Copy each line of the listing that includes "green".
═════ Recorded data ═════
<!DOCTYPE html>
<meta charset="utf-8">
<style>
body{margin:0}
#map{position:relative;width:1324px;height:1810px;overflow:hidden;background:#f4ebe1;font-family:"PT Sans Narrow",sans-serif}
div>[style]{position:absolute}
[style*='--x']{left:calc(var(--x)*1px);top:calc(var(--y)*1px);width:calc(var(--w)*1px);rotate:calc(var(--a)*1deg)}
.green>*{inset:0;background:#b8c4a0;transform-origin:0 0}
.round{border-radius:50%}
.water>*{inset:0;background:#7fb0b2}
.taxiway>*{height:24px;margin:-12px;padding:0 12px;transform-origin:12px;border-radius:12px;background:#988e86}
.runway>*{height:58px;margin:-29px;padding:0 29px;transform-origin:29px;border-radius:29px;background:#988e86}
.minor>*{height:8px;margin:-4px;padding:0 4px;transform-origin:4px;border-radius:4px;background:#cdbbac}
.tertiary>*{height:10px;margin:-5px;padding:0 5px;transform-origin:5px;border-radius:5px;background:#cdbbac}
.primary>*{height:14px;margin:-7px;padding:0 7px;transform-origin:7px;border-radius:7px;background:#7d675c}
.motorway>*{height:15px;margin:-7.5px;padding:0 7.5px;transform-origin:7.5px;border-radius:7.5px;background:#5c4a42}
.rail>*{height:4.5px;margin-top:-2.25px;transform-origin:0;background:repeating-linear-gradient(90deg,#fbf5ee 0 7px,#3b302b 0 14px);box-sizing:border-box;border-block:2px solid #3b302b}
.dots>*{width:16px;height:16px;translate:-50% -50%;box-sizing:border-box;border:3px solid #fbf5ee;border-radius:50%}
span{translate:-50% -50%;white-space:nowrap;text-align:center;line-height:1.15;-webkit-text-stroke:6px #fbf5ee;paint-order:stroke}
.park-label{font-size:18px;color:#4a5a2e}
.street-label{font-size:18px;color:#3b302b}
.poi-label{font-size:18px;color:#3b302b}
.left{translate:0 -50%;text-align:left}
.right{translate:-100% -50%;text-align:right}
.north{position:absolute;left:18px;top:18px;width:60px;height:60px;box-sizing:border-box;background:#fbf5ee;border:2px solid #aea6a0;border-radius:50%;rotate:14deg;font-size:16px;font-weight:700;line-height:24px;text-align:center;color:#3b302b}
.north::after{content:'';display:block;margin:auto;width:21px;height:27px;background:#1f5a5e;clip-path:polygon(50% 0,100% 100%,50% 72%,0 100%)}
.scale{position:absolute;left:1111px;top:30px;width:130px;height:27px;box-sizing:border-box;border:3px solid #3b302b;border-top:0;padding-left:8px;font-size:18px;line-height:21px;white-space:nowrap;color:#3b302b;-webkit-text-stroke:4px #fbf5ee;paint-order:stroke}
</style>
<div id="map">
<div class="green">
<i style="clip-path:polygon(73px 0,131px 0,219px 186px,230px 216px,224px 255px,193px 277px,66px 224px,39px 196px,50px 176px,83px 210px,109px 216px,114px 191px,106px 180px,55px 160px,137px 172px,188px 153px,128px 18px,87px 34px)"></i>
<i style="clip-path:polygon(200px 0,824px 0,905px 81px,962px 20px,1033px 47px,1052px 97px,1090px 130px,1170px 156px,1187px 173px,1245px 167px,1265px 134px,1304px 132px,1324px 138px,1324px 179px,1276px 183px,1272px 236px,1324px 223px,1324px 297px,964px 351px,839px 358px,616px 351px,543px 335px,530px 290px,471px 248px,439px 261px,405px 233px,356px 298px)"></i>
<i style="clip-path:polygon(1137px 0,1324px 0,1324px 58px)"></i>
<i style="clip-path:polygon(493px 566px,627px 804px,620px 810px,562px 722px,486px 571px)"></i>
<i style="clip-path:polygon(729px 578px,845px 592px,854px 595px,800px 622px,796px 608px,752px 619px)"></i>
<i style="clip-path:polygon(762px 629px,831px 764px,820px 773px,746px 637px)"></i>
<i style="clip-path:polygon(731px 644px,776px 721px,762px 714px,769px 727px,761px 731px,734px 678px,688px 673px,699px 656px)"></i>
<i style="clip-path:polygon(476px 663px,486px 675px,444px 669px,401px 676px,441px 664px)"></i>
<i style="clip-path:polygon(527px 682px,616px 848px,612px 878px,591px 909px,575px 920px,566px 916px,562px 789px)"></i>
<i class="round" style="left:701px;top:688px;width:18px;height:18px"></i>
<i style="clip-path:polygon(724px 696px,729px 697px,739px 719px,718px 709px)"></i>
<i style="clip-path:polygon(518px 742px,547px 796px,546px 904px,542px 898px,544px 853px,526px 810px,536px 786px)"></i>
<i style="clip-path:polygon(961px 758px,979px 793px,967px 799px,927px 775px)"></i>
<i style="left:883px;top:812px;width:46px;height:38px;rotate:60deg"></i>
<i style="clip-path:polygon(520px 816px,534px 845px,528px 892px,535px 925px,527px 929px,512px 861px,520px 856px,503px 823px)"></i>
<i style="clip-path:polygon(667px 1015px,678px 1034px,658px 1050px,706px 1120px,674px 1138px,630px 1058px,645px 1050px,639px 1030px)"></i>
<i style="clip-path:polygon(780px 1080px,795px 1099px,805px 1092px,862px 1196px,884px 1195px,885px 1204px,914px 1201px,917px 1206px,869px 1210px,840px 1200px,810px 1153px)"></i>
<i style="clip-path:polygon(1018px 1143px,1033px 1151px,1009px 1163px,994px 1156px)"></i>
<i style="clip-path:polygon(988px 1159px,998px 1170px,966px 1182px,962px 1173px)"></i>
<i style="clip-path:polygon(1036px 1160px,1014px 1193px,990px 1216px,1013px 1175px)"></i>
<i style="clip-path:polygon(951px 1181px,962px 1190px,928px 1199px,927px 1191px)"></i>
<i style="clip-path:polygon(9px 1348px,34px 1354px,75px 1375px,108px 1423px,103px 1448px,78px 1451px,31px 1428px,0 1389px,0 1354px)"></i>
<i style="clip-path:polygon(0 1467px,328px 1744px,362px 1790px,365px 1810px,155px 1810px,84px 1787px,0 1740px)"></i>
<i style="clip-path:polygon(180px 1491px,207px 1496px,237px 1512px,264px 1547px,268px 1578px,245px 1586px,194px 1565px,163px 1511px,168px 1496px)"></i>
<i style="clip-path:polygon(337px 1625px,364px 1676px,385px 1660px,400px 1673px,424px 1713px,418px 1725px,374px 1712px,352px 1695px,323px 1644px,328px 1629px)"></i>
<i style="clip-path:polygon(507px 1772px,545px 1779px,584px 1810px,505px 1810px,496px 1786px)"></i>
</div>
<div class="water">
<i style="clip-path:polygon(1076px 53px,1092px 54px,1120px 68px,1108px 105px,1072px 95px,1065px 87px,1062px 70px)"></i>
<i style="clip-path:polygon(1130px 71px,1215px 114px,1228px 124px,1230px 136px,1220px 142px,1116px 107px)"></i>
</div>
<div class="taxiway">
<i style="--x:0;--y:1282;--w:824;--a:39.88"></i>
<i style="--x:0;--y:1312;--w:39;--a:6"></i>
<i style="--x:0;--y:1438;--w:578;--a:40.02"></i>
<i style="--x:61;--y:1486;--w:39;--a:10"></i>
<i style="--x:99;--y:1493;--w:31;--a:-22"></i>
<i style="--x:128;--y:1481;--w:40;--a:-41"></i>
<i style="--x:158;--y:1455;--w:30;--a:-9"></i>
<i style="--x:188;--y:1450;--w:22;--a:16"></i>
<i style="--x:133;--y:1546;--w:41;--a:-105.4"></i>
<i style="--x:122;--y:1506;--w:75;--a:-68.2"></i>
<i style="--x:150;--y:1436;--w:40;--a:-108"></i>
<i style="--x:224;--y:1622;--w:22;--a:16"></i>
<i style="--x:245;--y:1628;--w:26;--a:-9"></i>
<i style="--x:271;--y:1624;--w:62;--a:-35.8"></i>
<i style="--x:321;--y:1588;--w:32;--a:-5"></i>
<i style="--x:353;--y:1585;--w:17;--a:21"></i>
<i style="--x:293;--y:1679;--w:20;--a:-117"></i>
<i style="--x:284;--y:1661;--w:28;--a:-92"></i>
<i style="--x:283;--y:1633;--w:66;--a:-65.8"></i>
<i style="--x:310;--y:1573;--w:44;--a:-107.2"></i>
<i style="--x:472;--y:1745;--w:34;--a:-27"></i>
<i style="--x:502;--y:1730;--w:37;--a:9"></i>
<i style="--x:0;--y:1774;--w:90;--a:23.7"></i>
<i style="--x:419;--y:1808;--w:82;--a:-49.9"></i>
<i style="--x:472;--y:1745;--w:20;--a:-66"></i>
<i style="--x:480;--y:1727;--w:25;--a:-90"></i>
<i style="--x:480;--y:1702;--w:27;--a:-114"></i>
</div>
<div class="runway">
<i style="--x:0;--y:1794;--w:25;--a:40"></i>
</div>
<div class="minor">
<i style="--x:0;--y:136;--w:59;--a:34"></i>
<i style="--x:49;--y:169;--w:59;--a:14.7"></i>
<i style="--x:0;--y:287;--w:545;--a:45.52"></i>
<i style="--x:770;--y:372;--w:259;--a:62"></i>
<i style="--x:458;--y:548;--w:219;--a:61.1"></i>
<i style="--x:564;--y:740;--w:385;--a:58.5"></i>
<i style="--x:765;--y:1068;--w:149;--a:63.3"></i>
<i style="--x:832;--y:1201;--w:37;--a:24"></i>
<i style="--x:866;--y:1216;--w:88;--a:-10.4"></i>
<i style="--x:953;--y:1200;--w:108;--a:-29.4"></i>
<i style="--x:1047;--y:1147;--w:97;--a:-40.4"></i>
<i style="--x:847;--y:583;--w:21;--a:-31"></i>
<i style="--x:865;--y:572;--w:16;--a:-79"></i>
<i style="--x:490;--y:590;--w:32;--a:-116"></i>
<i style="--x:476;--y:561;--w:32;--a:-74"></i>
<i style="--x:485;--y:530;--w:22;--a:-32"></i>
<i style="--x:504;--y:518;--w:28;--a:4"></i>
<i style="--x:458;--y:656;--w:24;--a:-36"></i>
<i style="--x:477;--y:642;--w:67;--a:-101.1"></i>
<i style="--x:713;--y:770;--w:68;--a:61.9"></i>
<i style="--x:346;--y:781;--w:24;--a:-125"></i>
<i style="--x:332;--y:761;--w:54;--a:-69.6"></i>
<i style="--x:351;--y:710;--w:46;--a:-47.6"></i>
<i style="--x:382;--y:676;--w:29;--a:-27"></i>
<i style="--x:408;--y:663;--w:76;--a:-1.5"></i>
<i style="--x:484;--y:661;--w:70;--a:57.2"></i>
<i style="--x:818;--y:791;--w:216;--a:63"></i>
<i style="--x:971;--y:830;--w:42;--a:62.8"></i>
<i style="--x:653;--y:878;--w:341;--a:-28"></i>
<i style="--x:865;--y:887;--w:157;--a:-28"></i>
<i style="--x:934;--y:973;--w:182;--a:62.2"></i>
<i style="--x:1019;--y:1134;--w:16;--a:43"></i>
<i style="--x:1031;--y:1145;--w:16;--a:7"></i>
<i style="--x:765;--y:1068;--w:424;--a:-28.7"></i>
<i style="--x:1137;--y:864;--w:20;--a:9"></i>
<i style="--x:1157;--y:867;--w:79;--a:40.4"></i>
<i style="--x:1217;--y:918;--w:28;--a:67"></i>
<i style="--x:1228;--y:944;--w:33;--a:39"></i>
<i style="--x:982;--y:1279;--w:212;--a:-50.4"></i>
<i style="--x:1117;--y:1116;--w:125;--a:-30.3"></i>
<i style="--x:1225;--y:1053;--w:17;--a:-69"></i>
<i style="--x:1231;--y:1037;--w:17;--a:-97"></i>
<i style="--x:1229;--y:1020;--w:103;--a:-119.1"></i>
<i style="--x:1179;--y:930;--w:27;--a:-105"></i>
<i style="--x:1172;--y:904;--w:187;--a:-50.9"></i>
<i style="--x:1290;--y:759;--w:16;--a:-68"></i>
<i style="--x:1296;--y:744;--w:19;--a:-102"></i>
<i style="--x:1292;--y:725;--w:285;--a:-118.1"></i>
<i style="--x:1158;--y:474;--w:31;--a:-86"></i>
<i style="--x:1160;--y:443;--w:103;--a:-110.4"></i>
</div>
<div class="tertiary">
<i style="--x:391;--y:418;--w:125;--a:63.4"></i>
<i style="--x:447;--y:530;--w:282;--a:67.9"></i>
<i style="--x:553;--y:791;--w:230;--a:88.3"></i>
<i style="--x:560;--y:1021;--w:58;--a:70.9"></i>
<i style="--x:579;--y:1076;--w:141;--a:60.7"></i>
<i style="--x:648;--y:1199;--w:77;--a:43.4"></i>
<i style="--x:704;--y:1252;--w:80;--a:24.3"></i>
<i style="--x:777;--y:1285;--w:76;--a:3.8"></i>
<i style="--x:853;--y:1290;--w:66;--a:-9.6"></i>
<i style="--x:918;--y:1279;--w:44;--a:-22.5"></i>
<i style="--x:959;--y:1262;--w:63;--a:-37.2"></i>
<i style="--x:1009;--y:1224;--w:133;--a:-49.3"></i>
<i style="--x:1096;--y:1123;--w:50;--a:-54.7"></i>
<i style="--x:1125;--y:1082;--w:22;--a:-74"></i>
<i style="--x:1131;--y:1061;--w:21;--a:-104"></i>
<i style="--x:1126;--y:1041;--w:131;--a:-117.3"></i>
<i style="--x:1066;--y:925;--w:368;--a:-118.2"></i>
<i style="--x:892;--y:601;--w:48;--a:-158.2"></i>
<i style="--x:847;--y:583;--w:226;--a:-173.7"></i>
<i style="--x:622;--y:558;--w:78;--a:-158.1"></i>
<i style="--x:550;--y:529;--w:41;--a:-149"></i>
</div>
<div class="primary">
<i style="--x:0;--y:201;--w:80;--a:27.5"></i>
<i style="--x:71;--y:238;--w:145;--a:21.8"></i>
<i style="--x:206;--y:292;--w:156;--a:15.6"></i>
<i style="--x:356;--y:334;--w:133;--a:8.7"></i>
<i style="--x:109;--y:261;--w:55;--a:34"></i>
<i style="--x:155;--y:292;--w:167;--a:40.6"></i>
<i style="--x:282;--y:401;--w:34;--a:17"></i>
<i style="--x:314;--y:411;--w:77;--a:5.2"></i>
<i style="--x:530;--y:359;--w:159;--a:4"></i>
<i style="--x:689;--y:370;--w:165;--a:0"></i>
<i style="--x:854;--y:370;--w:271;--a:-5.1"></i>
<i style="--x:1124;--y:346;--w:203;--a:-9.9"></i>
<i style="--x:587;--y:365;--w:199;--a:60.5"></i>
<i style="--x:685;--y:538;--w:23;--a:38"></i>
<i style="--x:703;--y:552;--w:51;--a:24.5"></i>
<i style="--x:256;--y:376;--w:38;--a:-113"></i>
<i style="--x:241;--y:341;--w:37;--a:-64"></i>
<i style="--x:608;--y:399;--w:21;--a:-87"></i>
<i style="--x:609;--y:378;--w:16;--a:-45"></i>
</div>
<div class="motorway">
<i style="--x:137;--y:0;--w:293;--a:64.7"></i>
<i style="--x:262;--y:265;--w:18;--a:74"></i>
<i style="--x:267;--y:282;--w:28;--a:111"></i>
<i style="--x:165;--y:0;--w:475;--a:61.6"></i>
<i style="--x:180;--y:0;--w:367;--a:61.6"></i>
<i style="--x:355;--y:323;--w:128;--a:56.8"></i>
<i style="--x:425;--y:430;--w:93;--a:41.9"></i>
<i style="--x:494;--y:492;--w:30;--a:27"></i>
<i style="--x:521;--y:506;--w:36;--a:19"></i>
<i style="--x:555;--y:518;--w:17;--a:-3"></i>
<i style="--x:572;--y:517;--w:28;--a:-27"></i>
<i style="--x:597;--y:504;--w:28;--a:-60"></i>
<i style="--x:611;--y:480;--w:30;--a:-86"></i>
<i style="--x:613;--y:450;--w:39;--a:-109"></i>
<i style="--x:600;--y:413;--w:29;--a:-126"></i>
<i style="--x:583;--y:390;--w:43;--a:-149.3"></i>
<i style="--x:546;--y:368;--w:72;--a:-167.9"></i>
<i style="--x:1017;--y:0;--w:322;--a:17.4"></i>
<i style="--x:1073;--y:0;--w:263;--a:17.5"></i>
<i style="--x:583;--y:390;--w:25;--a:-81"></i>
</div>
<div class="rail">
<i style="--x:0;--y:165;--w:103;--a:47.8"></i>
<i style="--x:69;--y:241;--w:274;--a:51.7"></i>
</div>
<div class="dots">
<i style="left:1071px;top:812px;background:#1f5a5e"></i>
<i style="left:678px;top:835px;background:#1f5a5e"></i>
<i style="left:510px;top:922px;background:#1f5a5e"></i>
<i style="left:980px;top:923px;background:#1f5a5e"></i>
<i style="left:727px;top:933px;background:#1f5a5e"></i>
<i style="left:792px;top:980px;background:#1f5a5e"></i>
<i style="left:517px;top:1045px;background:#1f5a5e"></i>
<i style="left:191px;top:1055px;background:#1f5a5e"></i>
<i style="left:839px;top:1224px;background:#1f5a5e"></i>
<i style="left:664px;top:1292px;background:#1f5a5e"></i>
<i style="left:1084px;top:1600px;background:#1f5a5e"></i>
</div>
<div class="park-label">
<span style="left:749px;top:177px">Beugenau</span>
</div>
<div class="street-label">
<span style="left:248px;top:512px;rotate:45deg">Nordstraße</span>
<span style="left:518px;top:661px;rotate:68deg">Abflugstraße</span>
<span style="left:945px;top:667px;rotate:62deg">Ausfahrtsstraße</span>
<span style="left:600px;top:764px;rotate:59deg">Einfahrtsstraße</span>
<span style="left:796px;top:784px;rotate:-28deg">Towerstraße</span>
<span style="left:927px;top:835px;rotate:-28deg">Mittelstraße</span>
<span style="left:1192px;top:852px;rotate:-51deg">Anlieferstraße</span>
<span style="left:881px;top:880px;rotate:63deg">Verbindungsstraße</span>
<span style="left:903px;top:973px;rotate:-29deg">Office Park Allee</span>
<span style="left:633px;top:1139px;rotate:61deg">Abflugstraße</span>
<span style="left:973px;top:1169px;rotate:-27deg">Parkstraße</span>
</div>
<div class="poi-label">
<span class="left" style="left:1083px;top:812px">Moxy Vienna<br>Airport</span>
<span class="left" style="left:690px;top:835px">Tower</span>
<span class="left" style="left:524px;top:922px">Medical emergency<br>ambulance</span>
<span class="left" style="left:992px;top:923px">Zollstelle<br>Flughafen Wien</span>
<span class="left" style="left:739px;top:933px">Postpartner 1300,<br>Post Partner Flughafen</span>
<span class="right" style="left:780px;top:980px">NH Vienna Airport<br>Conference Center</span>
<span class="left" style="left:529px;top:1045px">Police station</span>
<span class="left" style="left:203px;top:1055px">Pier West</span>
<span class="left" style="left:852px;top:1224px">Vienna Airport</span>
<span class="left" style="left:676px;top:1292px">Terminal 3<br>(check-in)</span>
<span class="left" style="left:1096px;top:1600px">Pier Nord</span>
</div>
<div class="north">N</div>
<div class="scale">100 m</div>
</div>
═════
- _Task answer_:
.green>*{inset:0;background:#b8c4a0;transform-origin:0 0}
<div class="green">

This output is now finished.